Dopo le vacanze mi ritrovai in questa scuola, sentivo molto la mancanza dei miei amici, ma non durò a lungo perché in pochi giorni vedevo che varie professoresse erano violente, ricordo benissimo che la prof di geografia aveva un bastone di legno sotto il tavolo e un giorno davanti ai miei occhi diede legnate ad un alunno sulle gambe. Poi mi è successo anche a me, non riuscendo a dare la risposta esatta. Prima mi sgridò, poi prese il bastone e me lo diede sul braccio per due volte. A casa raccontai tutto ma non ci credevano, specialmente mio padre. Comunque dovetti per forza andare a quella scuola e subendo non solo le grida e le violenze della prof di geografia ma anche una tirata di orecchie di quelle forti dalla preside.

Nonostante tutto, io ci mettevo il meglio per studiare, ma dopotutto dissi a mio padre o che mi metteva nella scuola con i miei amici oppure non ci andavo più (non lo avessi mai detto …). Mi aggredì ferocemente dandomi calci, pugni, schiaffi, mia madre urlava di smetterla ma l’unica via d’uscita da quella bestia inferocita era la porta di casa. Così feci, ma non ritornai a casa, mi addormentai in un’auto che era aperta, così di mattino presto mi svegliarono i carabinieri perché il proprietario li chiamò, mi dissero perché avevo quei segni rossi sul viso, e perché ero a dormire in quell’auto. Dichiarai il falso ma mi portarono nel negozio di mio padre e sentivo dire ai carabinieri che non volevo andare a scuola, che  volevo stare con gli amici in mezzo alla strada, e altre puttanate, e bugie.

Ma credo che i carabinieri non l’avevano bevuta, poi mi disse bene, non vuoi andare a scuola? Allora da oggi in poi lavori qui dentro con me. Accettai, purtroppo, però non mi dava spazio per vedermi con gli amici, per giocare a calcio in mezzo a una piazzetta. L’unica cosa che mi consentiva era andare a giocare nella sala giochi di fronte al negozio, mentre lui mangiava. Mi incantava un gioco particolare, cioè il video poker di quelli truccati. All’inizio ci buttavo la paghetta, poi cominciavo a rubare carte da 20, 50 mila lire dalla cassa per poi buttarle lì dentro e non vincevo quasi mai, finché non si accorse dell’ammanco di 50 mila lire e corse in sala giochi, mi vide giocare su quel gioco di contrabbando e la prima cosa che io sentii fu uno schiaffo talmente forte sul lato destro che mi ritrovai a terra a tre metri dal video poker.

Poi cominciò con il gestore della sala giochi e, dato che era sua la proprietà, cioè la sala giochi, l’ha anche buttato fuori.
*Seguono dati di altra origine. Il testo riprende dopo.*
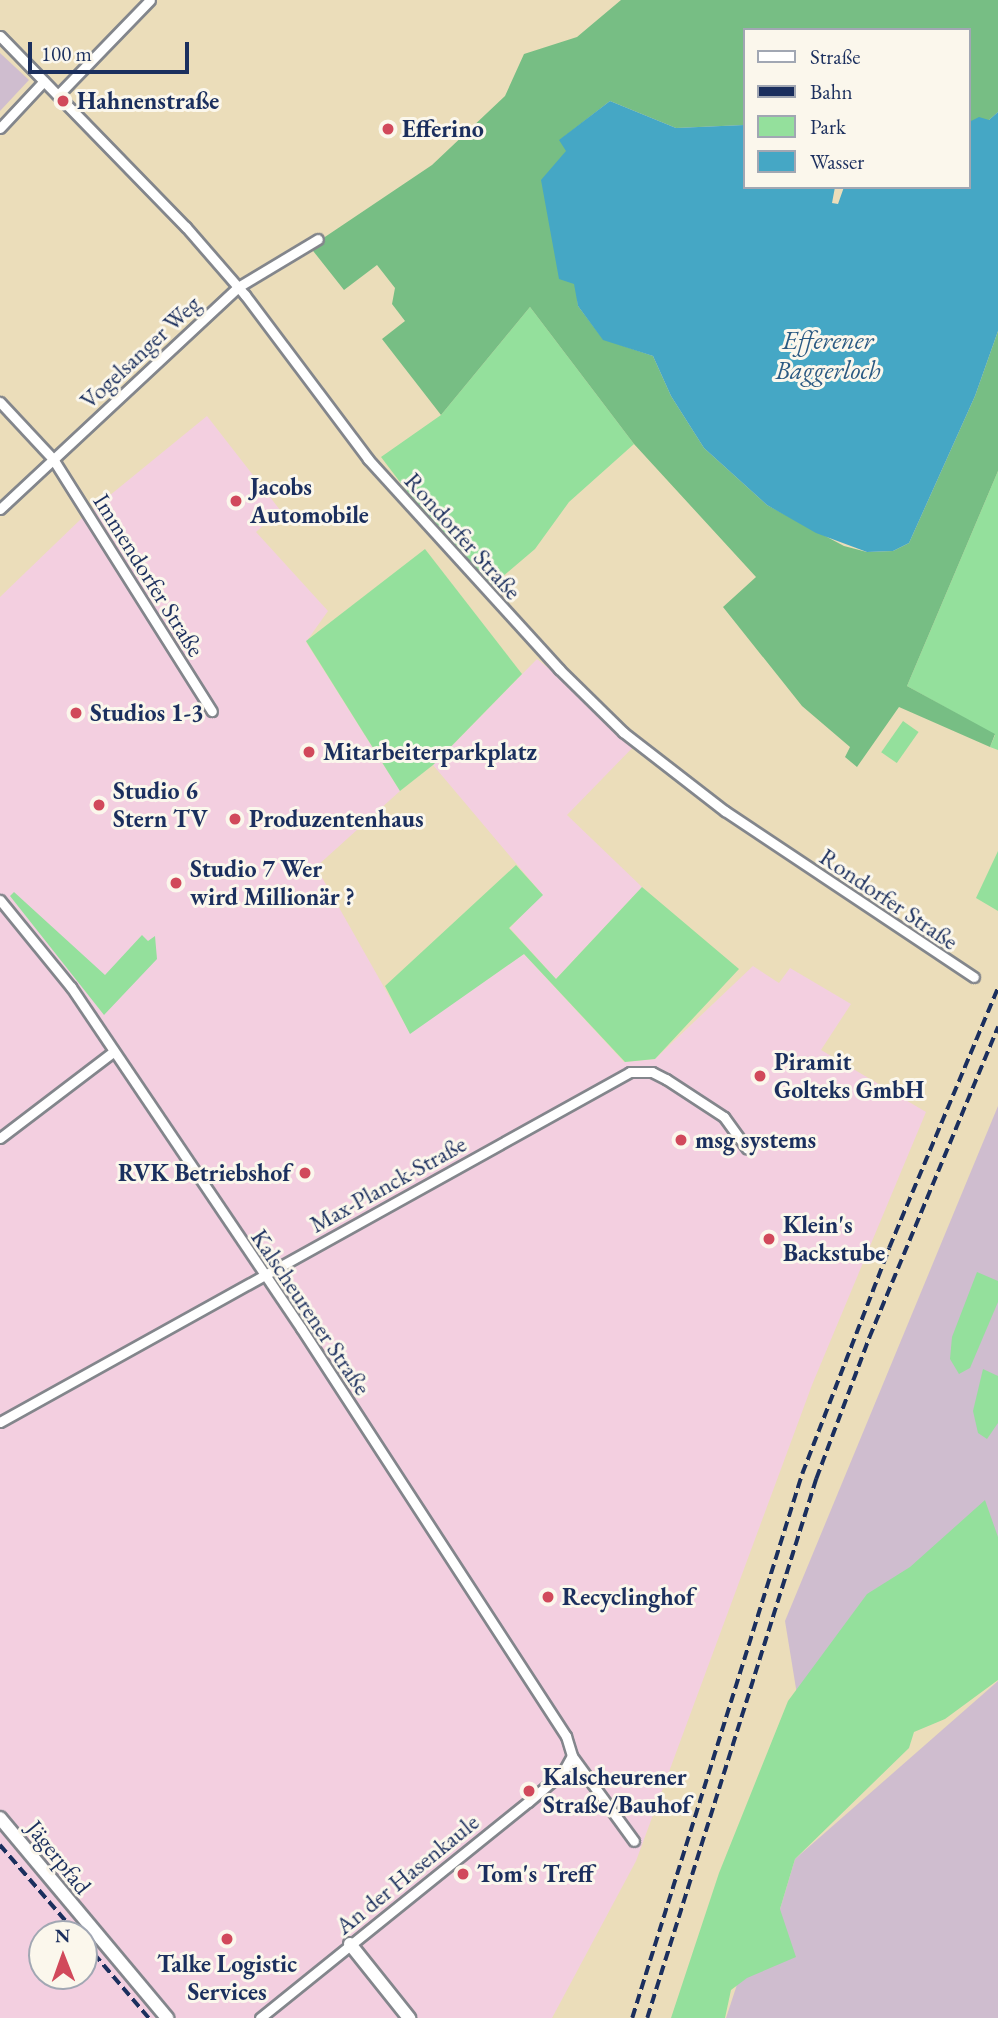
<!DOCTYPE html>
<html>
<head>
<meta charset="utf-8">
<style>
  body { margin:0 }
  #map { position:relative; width:998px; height:2018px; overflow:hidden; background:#ebddba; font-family:"EB Garamond",serif }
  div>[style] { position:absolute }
  .built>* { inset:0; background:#f3cfe0 }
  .industrial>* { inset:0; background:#cfbdcf }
  .green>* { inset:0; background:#94e09c; transform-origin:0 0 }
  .forest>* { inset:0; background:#77be84 }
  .water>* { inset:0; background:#45a7c5 }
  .roads { filter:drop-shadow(2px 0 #83868c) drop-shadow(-2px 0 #83868c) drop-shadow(0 2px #83868c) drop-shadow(0 -2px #83868c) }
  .minor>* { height:9px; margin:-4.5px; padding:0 4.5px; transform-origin:4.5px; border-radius:4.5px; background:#fff }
  .secondary>* { height:12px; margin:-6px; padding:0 6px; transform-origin:6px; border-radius:6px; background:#fff }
  .rail>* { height:3.5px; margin-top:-1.75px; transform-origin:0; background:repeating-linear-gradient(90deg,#1b2f5e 0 10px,transparent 0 15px) }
  .dots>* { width:19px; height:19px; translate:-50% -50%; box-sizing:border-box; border:4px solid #fbf7ec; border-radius:50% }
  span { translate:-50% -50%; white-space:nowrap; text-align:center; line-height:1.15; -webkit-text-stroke:6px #fbf7ec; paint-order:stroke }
  .poi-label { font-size:24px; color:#1b2f5e; font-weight:700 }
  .left { translate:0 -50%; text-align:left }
  .right { translate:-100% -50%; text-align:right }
  .street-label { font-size:24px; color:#1b2f5e }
  .water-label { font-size:26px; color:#2a5982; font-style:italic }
  .legend { position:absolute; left:743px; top:28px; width:228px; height:161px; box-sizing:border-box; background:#fbf7ec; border:2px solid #a1a7b3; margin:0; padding:9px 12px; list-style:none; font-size:21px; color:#1b2f5e }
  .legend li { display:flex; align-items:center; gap:14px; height:35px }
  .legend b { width:35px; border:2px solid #a1a7b3 }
  .north { position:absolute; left:28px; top:1920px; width:70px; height:70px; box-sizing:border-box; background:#fbf7ec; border:2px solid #a1a7b3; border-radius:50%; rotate:359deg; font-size:19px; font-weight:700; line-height:28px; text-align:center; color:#1b2f5e }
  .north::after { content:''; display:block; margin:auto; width:24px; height:32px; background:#d1495b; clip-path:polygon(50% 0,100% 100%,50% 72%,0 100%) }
  .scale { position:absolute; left:28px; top:42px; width:161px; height:32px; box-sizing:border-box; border:4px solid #1b2f5e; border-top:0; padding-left:9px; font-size:21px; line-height:24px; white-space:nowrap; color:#1b2f5e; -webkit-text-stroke:5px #fbf7ec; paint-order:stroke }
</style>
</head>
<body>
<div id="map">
  <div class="built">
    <div style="clip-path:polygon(evenodd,207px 416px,280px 510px,256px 532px,328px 611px,306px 642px,400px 791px,316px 867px,410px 1033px,524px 954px,624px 1062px,655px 1059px,753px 966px,779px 983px,790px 968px,851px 1004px,821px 1050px,926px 1112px,812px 1385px,636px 1861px,552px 2018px,0 2018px,0 597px,82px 518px,207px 416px,42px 1934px,84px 1934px,84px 1976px,42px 1976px,42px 1934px)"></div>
    <div style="clip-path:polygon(537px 659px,639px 741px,567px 815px,642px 887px,556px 979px,510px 928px,542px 894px,433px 765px)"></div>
  </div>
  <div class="industrial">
    <div style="clip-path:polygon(0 53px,29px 80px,0 111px)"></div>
    <div style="clip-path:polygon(998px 1106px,998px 1585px,800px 1713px,785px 1621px)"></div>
    <div style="clip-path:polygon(998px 1681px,998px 2018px,726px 2018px,754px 1933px,780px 1909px,795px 1859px)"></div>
  </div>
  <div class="green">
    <div style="clip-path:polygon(530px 307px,634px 444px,569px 502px,535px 549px,488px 589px,435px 528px,381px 457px,441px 415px)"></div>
    <div style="clip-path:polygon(998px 471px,998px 750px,990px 747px,995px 735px,907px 686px)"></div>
    <div style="clip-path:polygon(425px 549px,522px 674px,433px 765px,400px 791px,306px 641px)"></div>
    <div style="left:903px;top:721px;width:19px;height:38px;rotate:35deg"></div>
    <div style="clip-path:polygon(998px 851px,998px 911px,976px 898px)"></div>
    <div style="clip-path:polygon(516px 865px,543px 895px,509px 928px,556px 979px,642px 887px,739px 969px,655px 1059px,625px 1062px,524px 954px,410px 1034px,385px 986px)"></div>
    <div style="clip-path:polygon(14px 892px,105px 975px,142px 935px,148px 941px,155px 936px,157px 959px,104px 1015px,10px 896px)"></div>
    <div style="clip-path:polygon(977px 1272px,998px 1281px,998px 1302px,970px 1368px,959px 1374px,950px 1359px,952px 1337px)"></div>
    <div style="clip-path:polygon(983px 1369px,998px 1376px,998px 1423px,987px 1439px,978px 1433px,973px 1411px)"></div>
    <div style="clip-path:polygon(985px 1500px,998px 1537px,998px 1680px,945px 1719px,914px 1732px,909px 1748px,795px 1859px,780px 1909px,796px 1957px,747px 1978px,731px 1990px,725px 2018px,671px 2018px,719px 1873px,788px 1701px,867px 1594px,910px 1567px)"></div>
  </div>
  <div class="forest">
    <div style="clip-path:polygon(621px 0,998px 0,998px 112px,989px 120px,969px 122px,968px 126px,968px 30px,744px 30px,744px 125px,676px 128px,610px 101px,560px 140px,567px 151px,578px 306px,603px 339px,653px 356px,671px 396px,704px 448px,767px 505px,844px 546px,867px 552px,893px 551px,909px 543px,975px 396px,998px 331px,998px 471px,907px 686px,995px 734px,990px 747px,899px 707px,857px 767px,845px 757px,850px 747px,802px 706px,723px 607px,756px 577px,634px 444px,530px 307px,441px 415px,382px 339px,405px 321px,392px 304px,395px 288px,377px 265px,344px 290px,310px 247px,432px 165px,505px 96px,524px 54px,577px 37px)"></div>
  </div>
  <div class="water">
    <div style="clip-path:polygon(610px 101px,676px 128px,744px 125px,744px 187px,835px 187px,832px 203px,838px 204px,844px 187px,968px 187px,969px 122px,979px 117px,989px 120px,998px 112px,998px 331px,975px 396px,909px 543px,893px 551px,867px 552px,816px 533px,767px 505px,704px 448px,671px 396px,653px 356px,603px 340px,578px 306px,574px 284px,559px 279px,541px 180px,566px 151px,559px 140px)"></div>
  </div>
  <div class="roads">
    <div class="minor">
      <div style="left:0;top:36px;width:267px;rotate:45.8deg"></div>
      <div style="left:186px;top:227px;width:90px;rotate:49.1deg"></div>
      <div style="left:245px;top:295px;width:205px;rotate:53.1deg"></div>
      <div style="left:368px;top:459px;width:284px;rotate:47.7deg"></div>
      <div style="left:559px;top:669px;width:90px;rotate:44.5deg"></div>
      <div style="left:623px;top:732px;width:129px;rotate:37.8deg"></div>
      <div style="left:725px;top:811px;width:299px;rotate:33.7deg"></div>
      <div style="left:58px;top:95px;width:132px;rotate:-45.9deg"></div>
      <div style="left:0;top:128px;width:64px;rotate:-46.9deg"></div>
      <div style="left:0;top:402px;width:78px;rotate:47.1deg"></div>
      <div style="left:53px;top:459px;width:298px;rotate:57.8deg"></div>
      <div style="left:0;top:509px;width:325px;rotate:-43deg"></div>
      <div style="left:238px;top:287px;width:93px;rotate:-31deg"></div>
      <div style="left:0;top:900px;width:112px;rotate:50.8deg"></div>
      <div style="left:71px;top:987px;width:411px;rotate:56deg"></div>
      <div style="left:301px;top:1328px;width:487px;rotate:57deg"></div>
      <div style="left:566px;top:1736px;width:21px;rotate:73deg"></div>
      <div style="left:0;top:1138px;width:143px;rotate:-37.3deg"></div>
      <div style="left:0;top:1422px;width:721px;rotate:-29.05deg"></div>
      <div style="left:630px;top:1072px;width:22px"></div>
      <div style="left:652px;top:1072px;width:16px;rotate:27deg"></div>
      <div style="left:666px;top:1079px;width:69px;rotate:33.2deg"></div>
      <div style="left:724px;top:1117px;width:39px;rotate:54deg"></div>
      <div style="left:572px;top:1756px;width:105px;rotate:53.9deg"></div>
      <div style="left:260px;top:2018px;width:344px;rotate:-38.9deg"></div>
      <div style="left:528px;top:1802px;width:46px;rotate:-40.6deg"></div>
      <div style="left:563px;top:1772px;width:18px;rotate:-61deg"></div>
    </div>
    <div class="secondary">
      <div style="left:0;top:1818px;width:261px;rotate:50.1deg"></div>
      <div style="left:350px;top:1944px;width:95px;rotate:51.4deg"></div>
    </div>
  </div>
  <div class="rail">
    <div style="left:0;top:1845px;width:118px;rotate:49.1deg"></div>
    <div style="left:84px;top:1942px;width:100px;rotate:49.5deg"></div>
    <div style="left:632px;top:2018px;width:570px;rotate:-72.65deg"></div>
    <div style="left:802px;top:1474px;width:242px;rotate:-68.9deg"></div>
    <div style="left:889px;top:1248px;width:282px;rotate:-67.3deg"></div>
    <div style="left:647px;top:2018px;width:565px;rotate:-72.59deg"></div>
    <div style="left:816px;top:1479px;width:151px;rotate:-69.4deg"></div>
    <div style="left:869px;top:1338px;width:337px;rotate:-67.5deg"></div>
  </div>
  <div class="dots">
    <div style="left:63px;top:101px;background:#d1495b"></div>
    <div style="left:388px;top:129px;background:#d1495b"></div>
    <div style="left:236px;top:501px;background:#d1495b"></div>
    <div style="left:76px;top:713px;background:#d1495b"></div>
    <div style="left:309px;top:752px;background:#d1495b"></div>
    <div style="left:99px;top:805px;background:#d1495b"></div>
    <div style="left:235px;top:819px;background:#d1495b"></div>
    <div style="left:176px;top:883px;background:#d1495b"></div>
    <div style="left:760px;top:1076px;background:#d1495b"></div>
    <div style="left:681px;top:1140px;background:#d1495b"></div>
    <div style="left:305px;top:1173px;background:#d1495b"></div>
    <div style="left:769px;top:1239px;background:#d1495b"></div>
    <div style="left:548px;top:1597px;background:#d1495b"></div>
    <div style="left:529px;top:1791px;background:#d1495b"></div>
    <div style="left:463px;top:1874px;background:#d1495b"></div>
    <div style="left:227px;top:1939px;background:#d1495b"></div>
  </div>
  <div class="poi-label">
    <span class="left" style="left:77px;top:101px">Hahnenstraße</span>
    <span class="left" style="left:402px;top:129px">Efferino</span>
    <span class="left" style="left:250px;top:501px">Jacobs<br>Automobile</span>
    <span class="left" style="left:90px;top:713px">Studios 1-3</span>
    <span class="left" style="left:323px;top:752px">Mitarbeiterparkplatz</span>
    <span class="left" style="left:113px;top:805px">Studio 6<br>Stern TV</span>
    <span class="left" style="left:249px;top:819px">Produzentenhaus</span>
    <span class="left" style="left:190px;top:883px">Studio 7 Wer<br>wird Millionär ?</span>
    <span class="left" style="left:774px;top:1076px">Piramit<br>Golteks GmbH</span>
    <span class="left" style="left:695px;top:1140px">msg systems</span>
    <span class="right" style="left:291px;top:1173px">RVK Betriebshof</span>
    <span class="left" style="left:783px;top:1239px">Klein's<br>Backstube</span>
    <span class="left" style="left:562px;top:1597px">Recyclinghof</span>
    <span class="left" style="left:543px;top:1791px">Kalscheurener<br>Straße/Bauhof</span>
    <span class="left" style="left:477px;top:1874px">Tom's Treff</span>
    <span style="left:227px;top:1978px">Talke Logistic<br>Services</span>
  </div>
  <div class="street-label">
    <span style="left:140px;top:352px;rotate:-43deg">Vogelsanger Weg</span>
    <span style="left:463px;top:536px;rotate:48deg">Rondorfer Straße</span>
    <span style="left:149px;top:575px;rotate:58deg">Immendorfer Straße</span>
    <span style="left:889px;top:899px;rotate:34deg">Rondorfer Straße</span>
    <span style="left:388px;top:1184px;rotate:-29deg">Max-Planck-Straße</span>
    <span style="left:311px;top:1312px;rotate:56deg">Kalscheurener Straße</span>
    <span style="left:59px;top:1857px;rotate:51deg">Jägerpfad</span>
    <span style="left:407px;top:1874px;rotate:-39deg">An der Hasenkaule</span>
  </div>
  <div class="water-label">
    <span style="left:828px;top:356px">Efferener<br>Baggerloch</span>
  </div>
  <ul class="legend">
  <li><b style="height:9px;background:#fff"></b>Straße</li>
  <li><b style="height:9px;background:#1b2f5e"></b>Bahn</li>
  <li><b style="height:19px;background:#94e09c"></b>Park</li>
  <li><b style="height:19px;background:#45a7c5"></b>Wasser</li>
  </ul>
  <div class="north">N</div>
  <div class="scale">100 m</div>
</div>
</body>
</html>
Lui diceva che tutto ammetteva ma tranne di farmi giocare a quell’età, vicino a un gioco succhia sangue, perdi soldi.

Da quel giorno andai a vivere con la nonna e finalmente ero con i miei amici che spesso marinavano la scuola, lì credo che cominciò la mia rovina… ricordo che i tre che eravamo più coraggiosi ero io e altri due, andavamo in giro a far casino e poi mi viene in mente di fargliela pagare alla professoressa di geografia e decisi insieme ai miei amici di andare nella scuola dove ho subito violenze. Dopo avere spiegato tutto ai miei amici andammo a quella scuola, vidi la prof e la riempii di parolacce e lei spaventata scappò, prima verso un bar, poi circondata scappò nella scuola e io la prima cosa che pensai fu alla sua auto e così tutti verso la sua auto, io con i piedi rompevo i vetri, un mio amico con un piccolo coltellino a bucarle le ruote e di tutto e di più. Poi scappammo e la sera mi ritrovò a casa della nonna mio padre con una frusta di quelle che si usano con le mucche, cioè era una frusta che faceva molto male. Quella sera a lui dissero tutto quello che avevo fatto alla macchina della prof, che voleva i danni. Quella sera mio padre non si fermava mai con quella frusta, mia nonna non faceva altro che urlare aiuto aiuto, chiamate la polizia!

Mi infilai sotto il letto e lì, non riuscendomi a colpire se ne andò. Passarono un po’ di anni e incominciai a riempire i carrelli della Standa e dell’Upim di vestiti,  articoli di ferramenta, ma questi soldi che guadagnavo se ne volavano tra vestiti,  video poker, vari cambi di motorini e vespe ma poi con la vespa mi decisi di fare scippi di borsette e quando eravamo fortunati scippavamo i turisti dove si trovava bene.

Ma un brutto giorno ci arrestarono e finimmo affidati ad un prete che prendeva ragazzini che facevano reati minori. Qui ne ho subita ancora una più brutta, dopo qualche settimana che trascorrevo in questa comunità il prete mi chiese se volevo lavorare, dissi di sì e mi portò in un ristorante e mi disse: ecco qui farai il lavapiatti. Durò poco perché mi venne la febbre e lui non mi indicò di stare nella camera con gli altri ma nella sua camera da letto, mi ricordo bene, anzi  benissimo, che stavo male ma mai più pensavo a quello che stava accadendo, cioè dopo la cena con il prete mi accompagnò vicino al suo letto e mi aiutava a svestirmi e a mettermi il pigiama ma anche lui si tolse i vestiti neri e si sdraiò. Pregammo e durante la notte mentre dormivo sentivo una mano sul pisello, mi svegliai e rimasi immobile ma lui continuava poi si avvicinò di più e io di corsa presi i vestiti e scappai a casa di mia mamma. Lei gridava, devi stare lì se no viene la polizia a prenderti, non gli dissi la verità, non avevo il coraggio, ma il giorno dopo si presentarono due assistenti sociali che mi facevano tante domande e soprattutto perché ero scappato, loro facevano le domande e quando mi dissero se mi aveva toccato gli dissi di sì, si guardarono in faccia e se ne andarono.

Mi è stato molto difficile raccontare questo perché sono un ragazzo molto timido e riservato e voglio ringraziare anche se in ritardo Ivano Longo per la colletta tra detenuti alla mia insaputa per aver mandato dei bellissimi fiori quando pochi mesi fa è deceduto mio padre.